LIV Golf Tour
Can the Ryder Cup Be Used to Help Bring Men’s Pro Golf Back Together?
Ironically, one of the fiercest competitions in the professional golf world could be used as a bargaining chip to bring the splintered sport back together.
LIV Golf member Paul Casey suggests using the Ryder Cup as an “olive branch” to help bring both sides – LIV and the PGA Tour – back together.
Casey was on the “Are You Not Entertained?” podcast and talked about new DP World Tour boss Guy Kinnings, whose previous job was in a management position with the Ryder Cup.
Casey said:
“He knows that event transcends golf. Hopefully, that’s the one – the olive branch we can use to bring this all back together. We are there to try to win a Ryder Cup, and you’re proud to put the sweater on. We know that a home Ryder Cup in Europe pays for the following three years on the DP World Tour. We’re fully aware of that. We know the economics. It’s quite scary, really, but it’s never been a question.”
For the final episode in our series “The Bucket List”, we are joined by English golfer @Paul_Casey
A former world number 3, winner on the @DPWorldTour,@PGATOUR, 5 @rydercup and now on the @livgolf_league
— Are You Not Entertained? (@EntertainedAre) March 21, 2024
European players who joined LIV were barred from the 2023 Ryder Cup, but U.S. players were eligible due to a technicality. Brooks Koepka – who nearly automatically qualified due to his PGA Championship win – was a captain’s pick by Zach Johnson.

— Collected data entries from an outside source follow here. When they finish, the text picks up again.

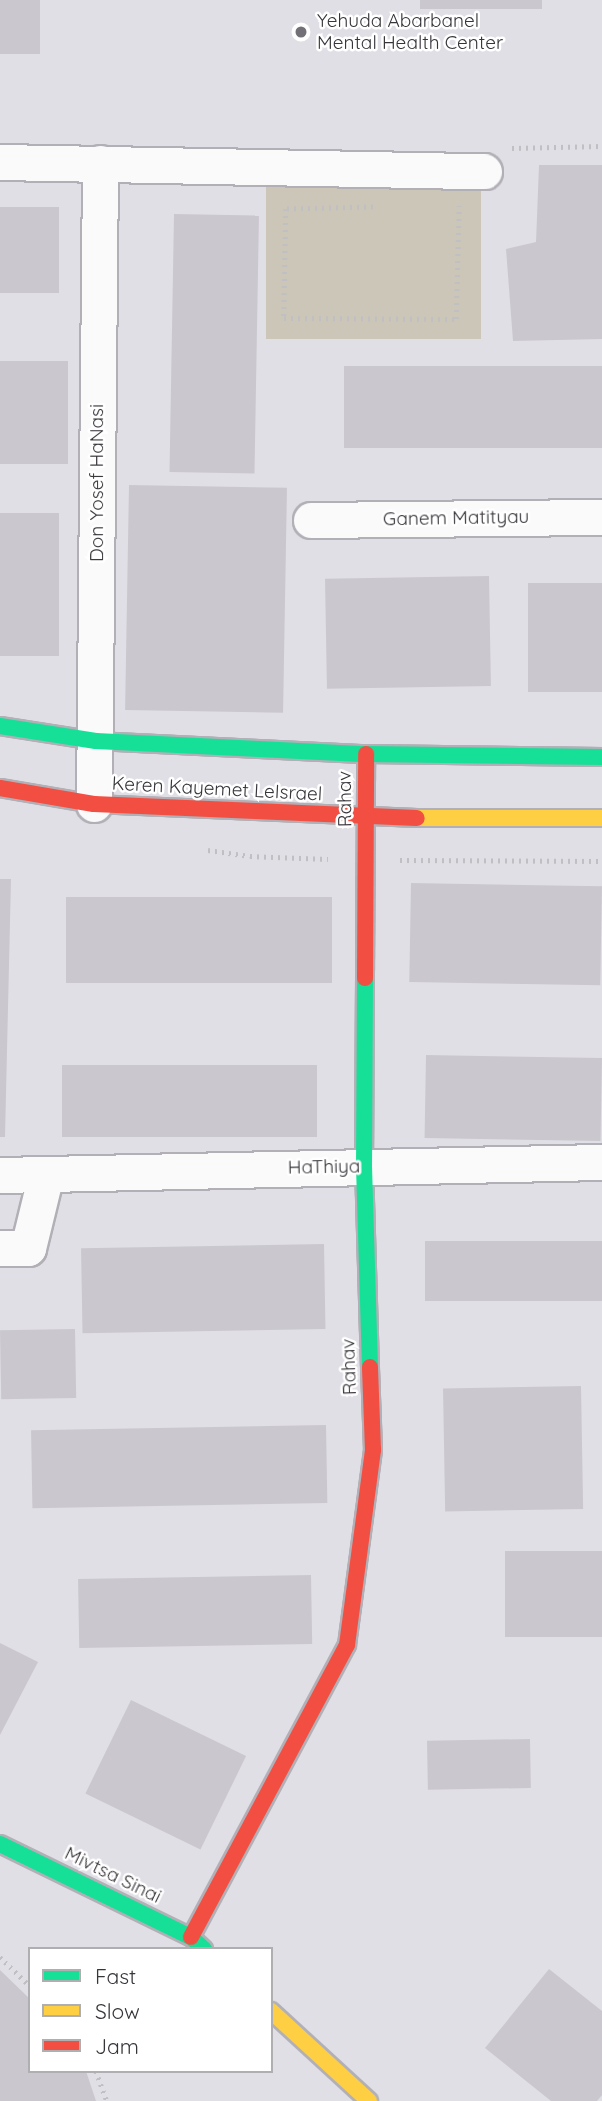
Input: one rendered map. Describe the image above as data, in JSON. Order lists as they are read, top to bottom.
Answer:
{
  "streets": {
    "street": [
      "Don Yosef HaNasi",
      "Ganem Matityau",
      "Keren Kayemet LeIsrael",
      "Rahav",
      "HaThiya",
      "Mivtsa Sinai"
    ]
  },
  "crossings": [
    ["Don Yosef HaNasi", "Keren Kayemet LeIsrael"],
    ["Keren Kayemet LeIsrael", "Rahav"],
    ["Rahav", "HaThiya"],
    ["Rahav", "Mivtsa Sinai"]
  ],
  "places": ["Yehuda Abarbanel Mental Health Center"],
  "legend": ["Fast", "Slow", "Jam"]
}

But after Jon Rahm joined LIV last December, Rory McIlroy said that the sides need to find a way for worthy LIV golfers to take part in the event.

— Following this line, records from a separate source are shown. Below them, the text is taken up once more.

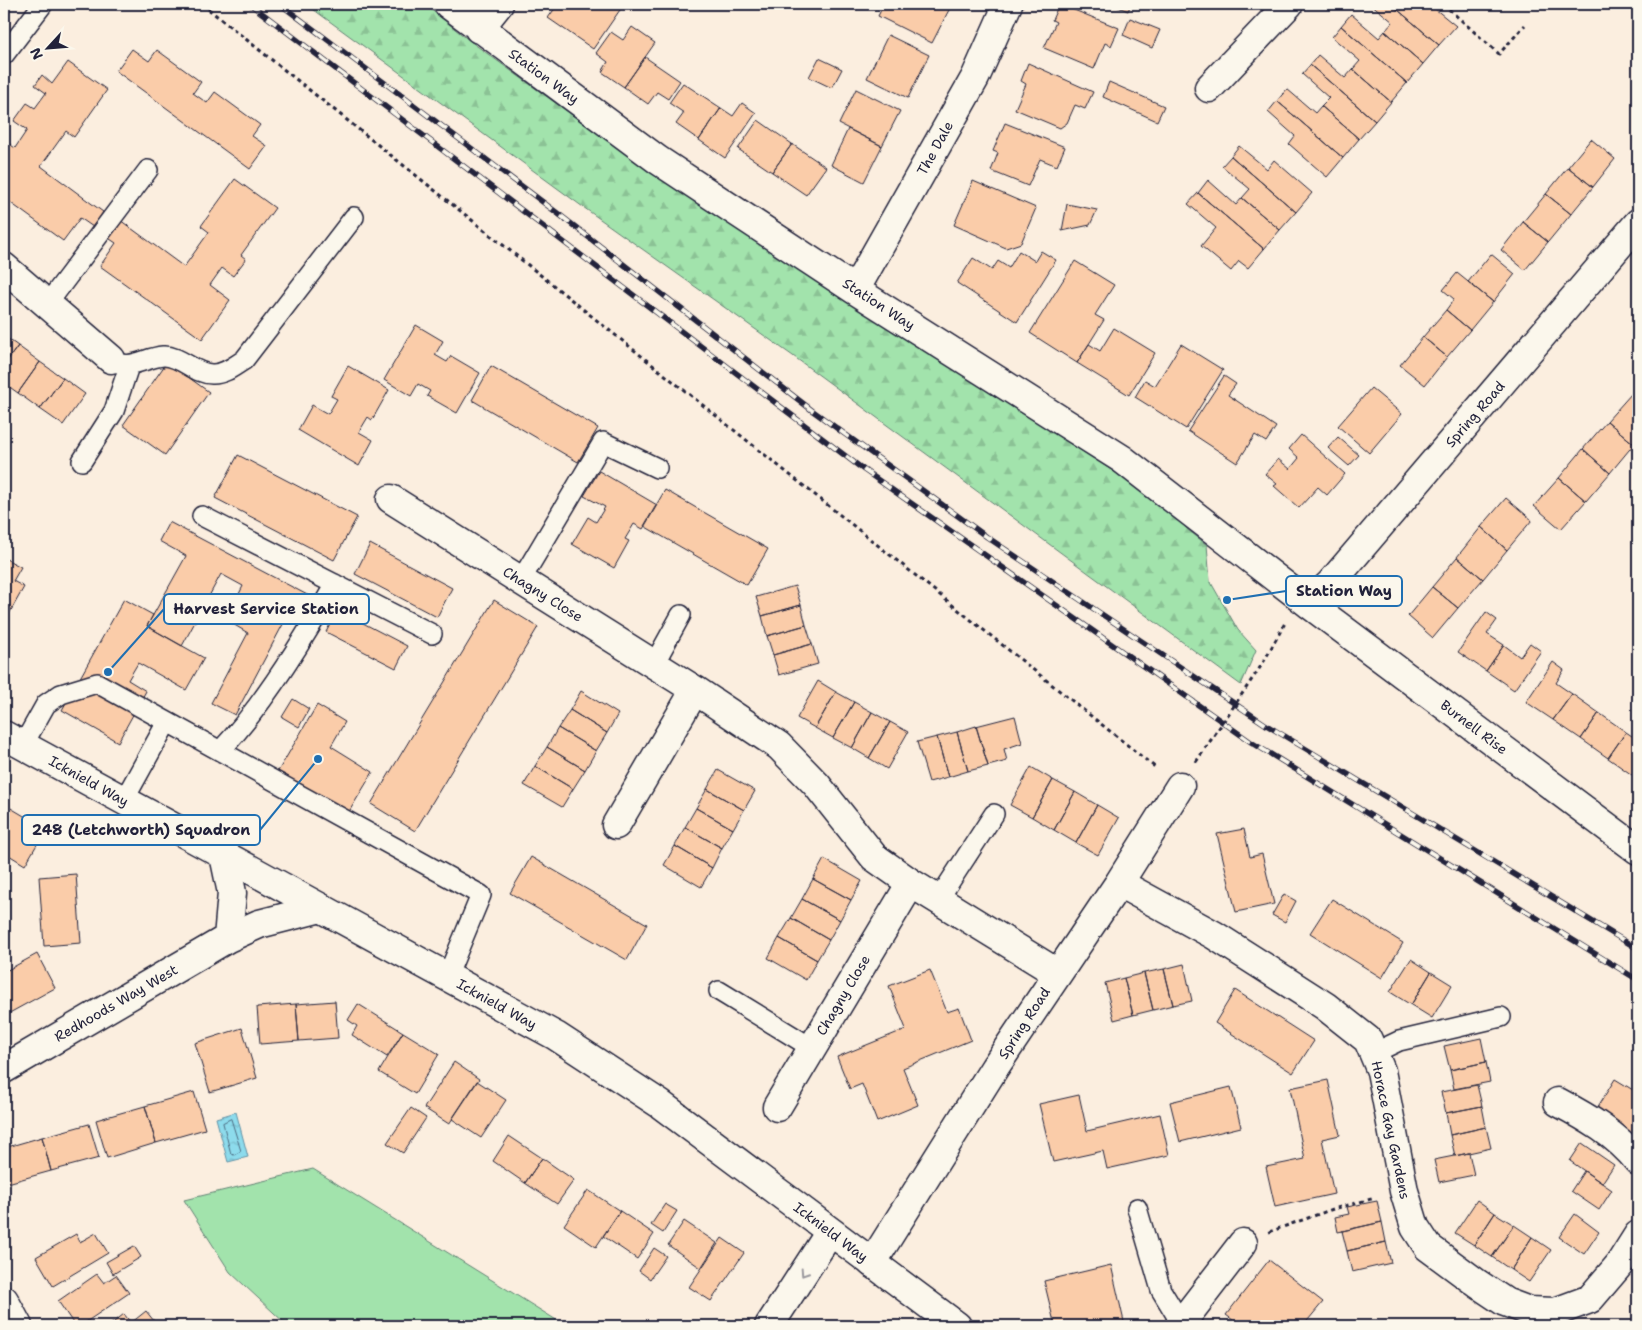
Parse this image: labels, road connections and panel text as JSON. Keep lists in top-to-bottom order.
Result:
{
  "streets": {
    "street": [
      "Station Way",
      "The Dale",
      "Spring Road",
      "Chagny Close",
      "Burnell Rise",
      "Icknield Way",
      "Redhoods Way West",
      "Horace Gay Gardens"
    ]
  },
  "crossings": [
    ["Station Way", "The Dale"],
    ["Station Way", "Spring Road"],
    ["Station Way", "Burnell Rise"],
    ["Spring Road", "Chagny Close"],
    ["Spring Road", "Burnell Rise"],
    ["Spring Road", "Icknield Way"],
    ["Spring Road", "Horace Gay Gardens"],
    ["Icknield Way", "Redhoods Way West"]
  ],
  "places": ["Station Way", "Harvest Service Station", "248 (Letchworth) Squadron"],
  "north": "bottom left"
}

Casey said that would motivate more players to get interested in a deal that would bring the sides together, amid negotiations between PGA Tour Enterprises board members and reps from Saudi Arabia’s Public Investment Fund (PIF).
Casey added:
“If you look at the membership, there’s an awful lot of guys just struggling, trying to keep their tour cards on various tours, guys who are just not interested in the politics and then guys at the top who make a difference, but they have to be motivated. Currently, there’s no motivation for that change.”
Paul Casey on how leadership has handled the emergence of LIV and why there is still no solution to the divide:
“The guys who made an early move to LIV, they saw the writing on the wall, the horse had already bolted. This was happening with or without us to be honest.”
— Flushing It (@flushingitgolf) March 21, 2024
While there’s no timetable for a potential deal, PIF governor Yassir Al-Rumayyan met with PGA Tour commissioner Jay Monahan, Tiger Woods, and other players who make up the PGA Tour policy board on Monday in the Bahamas.